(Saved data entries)
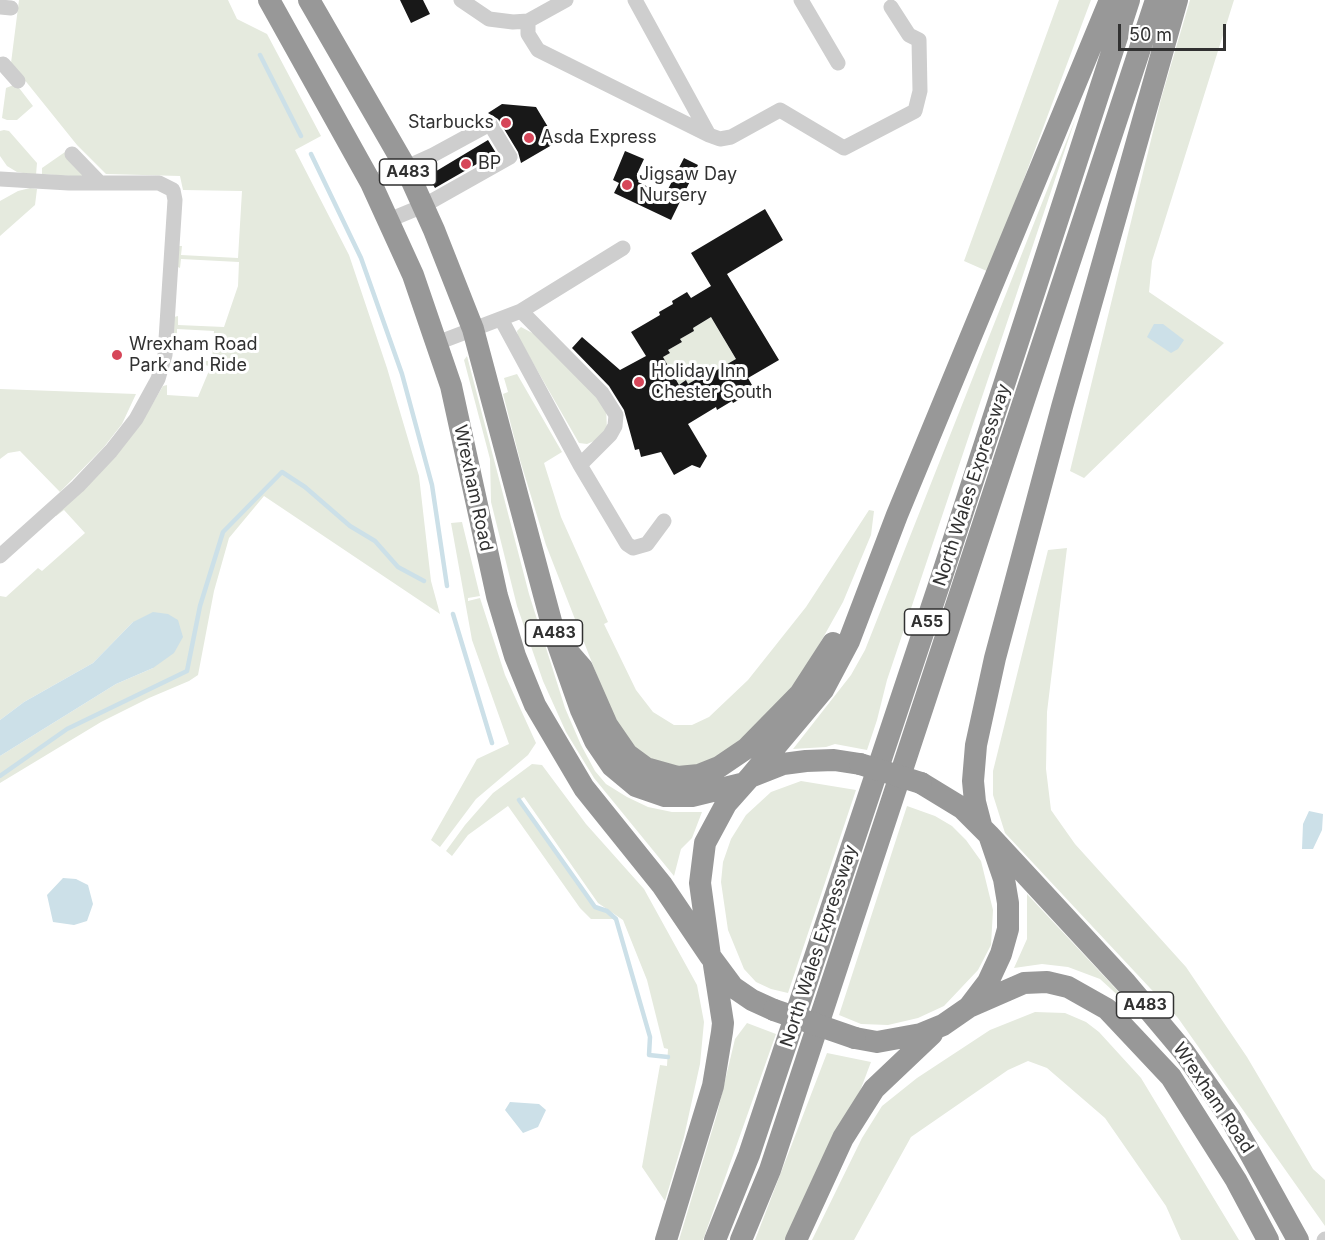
<!DOCTYPE html>
<html>
<head>
<meta charset="utf-8">
<style>
  body { margin:0 }
  #map { position:relative; width:1325px; height:1240px; overflow:hidden; background:#fff; font-family:Inter,sans-serif }
  canvas { display:block }
  .scale { position:absolute; left:1118px; top:24px; width:108px; height:27px; box-sizing:border-box; border:3px solid #313131; border-top:0; padding-left:8px; font-size:18px; line-height:21px; white-space:nowrap; color:#313131; -webkit-text-stroke:4px #fff; paint-order:stroke }
</style>
</head>
<body>
<div id="map">
<canvas width="1325" height="1240"></canvas>
<div class="scale">50 m</div>
</div>
<script>
const g = document.querySelector('canvas').getContext('2d');
g.lineJoin = 'round';
function fillPath(path, color) { g.fillStyle = color; g.fill(path, 'evenodd'); }
const poly = rows => new Path2D(rows.map(r => 'M' + r).join(''));
function trace(path, color, width, dash) { g.strokeStyle = color; g.lineWidth = width; g.lineCap = dash ? 'butt' : 'round'; g.setLineDash(dash || []); g.stroke(path); }
function write(font, color, halo, rows, align = 'center') {
  g.font = font + ' Inter,sans-serif'; g.lineWidth = 6; g.setLineDash([]); g.textBaseline = 'middle'; g.strokeStyle = halo; g.fillStyle = color; for (const [text, x, y, turn = 0] of rows) {
    g.save(); g.translate(x, y); g.rotate((+turn || 0) * Math.PI / 180); g.textAlign = isNaN(turn) ? turn : align; if (halo) g.strokeText(text, 0, 0); g.fillText(text, 0, 0); g.restore();
  }
}
fillPath(poly([
  [19,0,228,0,237,19,267,34,321,136,295,150,349,255,387,368,419,476,431,581,440,614,264,496,229,538,214,591,198,675,189,681,149,698,101,722,0,783,0,756,116,684,153,668,133,622,93,663,24,702,0,720,0,596,6,597,38,568,42,571,85,533,64,510,56,516,55,512,141,423,163,386,167,385,167,395,198,397,211,366,203,365,203,361,212,361,214,331,177,329,177,338,174,338,174,317,178,316,178,325,224,327,238,286,239,262,181,259,180,268,176,266,179,246,182,246,181,255,238,258,242,191,183,190,180,176,106,174,77,145,11,63],
  [1059,0,1091,0,989,272,964,261],
  [1190,0,1234,0,1152,261,1149,292,1224,343,1084,478,1070,471,1161,99],
  [16,84,33,106,17,120,7,120,2,118,6,88],
  [1076,117,887,680,877,720,867,750,835,744,826,747,793,749,851,675,865,650],
  [4,130,9,131,37,163,36,175,17,172,7,166,0,156,0,131],
  [65,152,85,177,42,174,42,168],
  [30,188,37,189,35,205,0,236,0,201,18,191],
  [711,317,737,361,703,378,702,376,688,384,686,380,679,385,663,357,670,353,668,350,682,342,680,339,694,331,693,328],
  [521,327,538,336,606,407,607,430,599,439,587,444,579,443,518,337,517,331],
  [467,356,529,594,565,708,581,745,595,771,606,784,627,797,648,807,672,812,702,812,692,838,681,849,674,876,594,778,566,732,543,681,517,606,491,502,490,459,464,360],
  [517,374,562,452,544,463,561,517,608,622,604,624,636,690,653,712,674,725,692,725,709,717,748,680,806,607,869,510,874,511,871,535,843,602,810,661,792,689,764,721,715,759,693,768,673,768,642,757,614,719,546,545,520,460,503,394,508,392,504,378],
  [0,389,136,394,122,424,104,447,60,492,20,451,8,453,0,459],
  [462,522,480,596,468,598,468,601,480,598,505,675,536,743,528,755,476,799,440,847,431,840,477,759,509,744,472,640,451,523],
  [1067,548,1047,712,1046,769,1051,810,1075,844,1186,967,1247,1057,1313,1169,1325,1180,1325,1226,1178,1018,1005,833,993,795,993,771,1048,550],
  [532,764,542,765,586,824,644,889,697,985,704,1022,700,1064,684,1137,665,1201,642,1167,660,1065,667,1066,668,1049,664,1048,647,980,623,920,598,903,524,797,519,800,595,907,607,911,616,919,591,919,580,908,508,806,468,835,452,856,446,851,465,825,493,793],
  [801,781,856,790,788,993,771,989,756,982,744,969,728,930,721,882,723,862,731,839,746,815,771,792],
  [907,806,935,816,952,826,966,840,981,861,993,910,991,945,978,970,944,1006,918,1018,888,1025,861,1024,839,1015],
  [1027,894,1147,1022,1100,979,1068,967,1042,964,1014,968,1027,939],
  [1035,1012,1065,1013,1086,1022,1099,1032,1141,1078,1239,1240,1181,1240,1166,1206,1105,1118,1047,1068,1028,1061,1008,1070,911,1137,854,1240,812,1240,862,1138,882,1106,917,1078,990,1030],
  [747,1023,776,1034,703,1240,679,1240,717,1114,735,1039],
  [827,1053,871,1062,857,1099,789,1240,755,1240]
]), '#e5eade');
fillPath(poly([
  [1154,324,1163,324,1184,340,1178,349,1171,353,1147,337],
  [153,612,168,614,178,620,183,637,174,653,153,668,116,684,0,756,0,720,24,702,93,663,133,622],
  [1309,811,1323,814,1322,830,1313,849,1302,849,1303,824],
  [63,878,76,879,88,885,93,904,87,921,74,925,53,922,47,895],
  [510,1102,539,1104,546,1110,538,1127,523,1133,505,1110]
]), '#cce0e8');
trace(poly([
  [260,55,301,136],
  [311,154,361,258,402,374,432,485,447,586],
  [453,614,492,743],
  [0,776,67,729,187,671,200,606,223,532,282,472,305,487,350,526,375,541,398,567,424,581],
  [519,800,595,907,607,911,616,919,650,1037,649,1055,668,1057]
]), '#cce0e8', 4.5);
fillPath(poly([
  [400,0,423,0,430,14,411,23],
  [502,104,536,107,557,142,521,163,518,152,498,119,488,113],
  [488,140,496,153,435,188,428,176],
  [625,151,644,159,637,174,641,176,638,182,665,195,684,158,698,165,671,220,614,193,619,183,613,180],
  [765,209,783,240,727,274,779,360,748,378,752,385,745,389,749,394,733,403,732,401,717,410,716,407,688,424,707,456,700,468,692,465,674,475,661,452,641,457,639,449,635,450,624,410,609,386,572,348,582,337,620,370,646,356,631,332,660,315,659,312,673,304,672,301,687,292,691,298,711,286,691,253],
  [711,317,736,359,703,378,702,376,688,384,686,380,679,385,663,357,670,353,668,350,682,342,680,339,694,331,693,328]
]), '#181818');
trace(poly([
  [461,0,489,19,513,22,528,21,566,0],
  [635,0,709,135],
  [801,0,838,63],
  [0,7,11,8],
  [528,21,528,34,538,50,709,135,720,139,731,137,780,110,844,148,915,111,920,91,919,40,909,35,891,7],
  [3,64,18,81],
  [72,154,99,182],
  [0,179,69,183,159,183,173,190,175,200,165,355,158,379,136,419,111,451,78,486,0,556],
  [371,183,433,155,490,124,510,157,423,206,389,220],
  [521,311,602,393,616,415,615,426,610,435,580,465],
  [501,319,580,465,627,544,633,548,647,544,664,521],
  [437,343,521,311,623,248],
  [1324,1240,1325,1239]
]), '#cecece', 15);
trace(poly([
  [269,0,371,183,413,275,451,386,497,596,515,656,535,705,584,788,662,885,710,956],
  [309,0,406,168,434,230,473,329,555,636,581,710,595,741,612,766,636,786,665,796,692,796,741,784],
  [569,653,582,668,607,725,627,754,646,768,678,777,699,775,719,767,747,748,800,694,833,643],
  [750,777,823,690,849,641,897,515,1110,0],
  [981,825,975,802,973,781,976,745,995,658,1062,407,1177,0],
  [989,835,1126,983,1184,1052,1231,1119,1298,1240],
  [969,1007,1024,983,1047,982,1068,987,1107,1009,1171,1077,1236,1180,1268,1240],
  [774,1010,752,1000,733,987,710,956,700,883,705,843,726,804,750,777,783,764,806,761,834,760,860,764],
  [855,1038,877,1042,921,1034,943,1025,969,1007,988,982,1001,954,1008,929,1008,903,1004,879,989,835,962,808,921,783],
  [666,1240,713,1086,722,1032,723,1023,714,965],
  [715,1240,749,1155,940,582,1129,0],
  [741,1240,770,1170,1156,0],
  [796,1240,843,1138,874,1089,932,1034]
]), '#989898', 22);
trace(poly([
  [860,764,921,783],
  [774,1010,855,1038]
]), '#989898', 22);
for (const [x, y, r, color] of [
  [506,123,6,"#d64659"],
  [529,138,6,"#d64659"],
  [466,164,6,"#d64659"],
  [627,185,6,"#d64659"],
  [117,355,6,"#d64659"],
  [639,382,6,"#d64659"]
]) { const dot = new Path2D(); dot.arc(x, y, r, 0, 2 * Math.PI); g.fillStyle = color; g.fill(dot); trace(dot, '#fff', 2); }
for (const [x, y, w] of [
  [408,172,57],
  [927,622,45],
  [554,633,57],
  [1145,1005,57]
]) { const box = new Path2D(); box.roundRect(x - w / 2, y - 13, w, 26, 4.5); g.fillStyle = '#fff'; g.fill(box); trace(box, '#313131', 1.5); }
write('bold 16px', '#313131', null, [
  ["A483",408,172],
  ["A55",927,622],
  ["A483",554,633],
  ["A483",1145,1005]
]);
write('18px', '#313131', '#fff', [
  ["Starbucks",494,123,"right"],
  ["Asda Express",541,138],
  ["BP",478,164],
  ["Jigsaw Day",639,175],
  ["Nursery",639,196],
  ["Wrexham Road",129,345],
  ["Park and Ride",129,366],
  ["Holiday Inn",651,372],
  ["Chester South",651,393]
], 'left');
write('18px', '#313131', '#fff', [
  ["North Wales Expressway",972,485,-72],
  ["Wrexham Road",473,488,78],
  ["North Wales Expressway",819,946,-72],
  ["Wrexham Road",1213,1098,56]
]);
</script>
</body>
</html>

■ **Exercise brief**
Your answer should consist of the lines from the line with "function fillPath(path, color)" to the line with "function write(font, color, halo, rows, align" above, repeated exactly, both ends included.

■ **Output of the task**
function fillPath(path, color) { g.fillStyle = color; g.fill(path, 'evenodd'); }
const poly = rows => new Path2D(rows.map(r => 'M' + r).join(''));
function trace(path, color, width, dash) { g.strokeStyle = color; g.lineWidth = width; g.lineCap = dash ? 'butt' : 'round'; g.setLineDash(dash || []); g.stroke(path); }
function write(font, color, halo, rows, align = 'center') {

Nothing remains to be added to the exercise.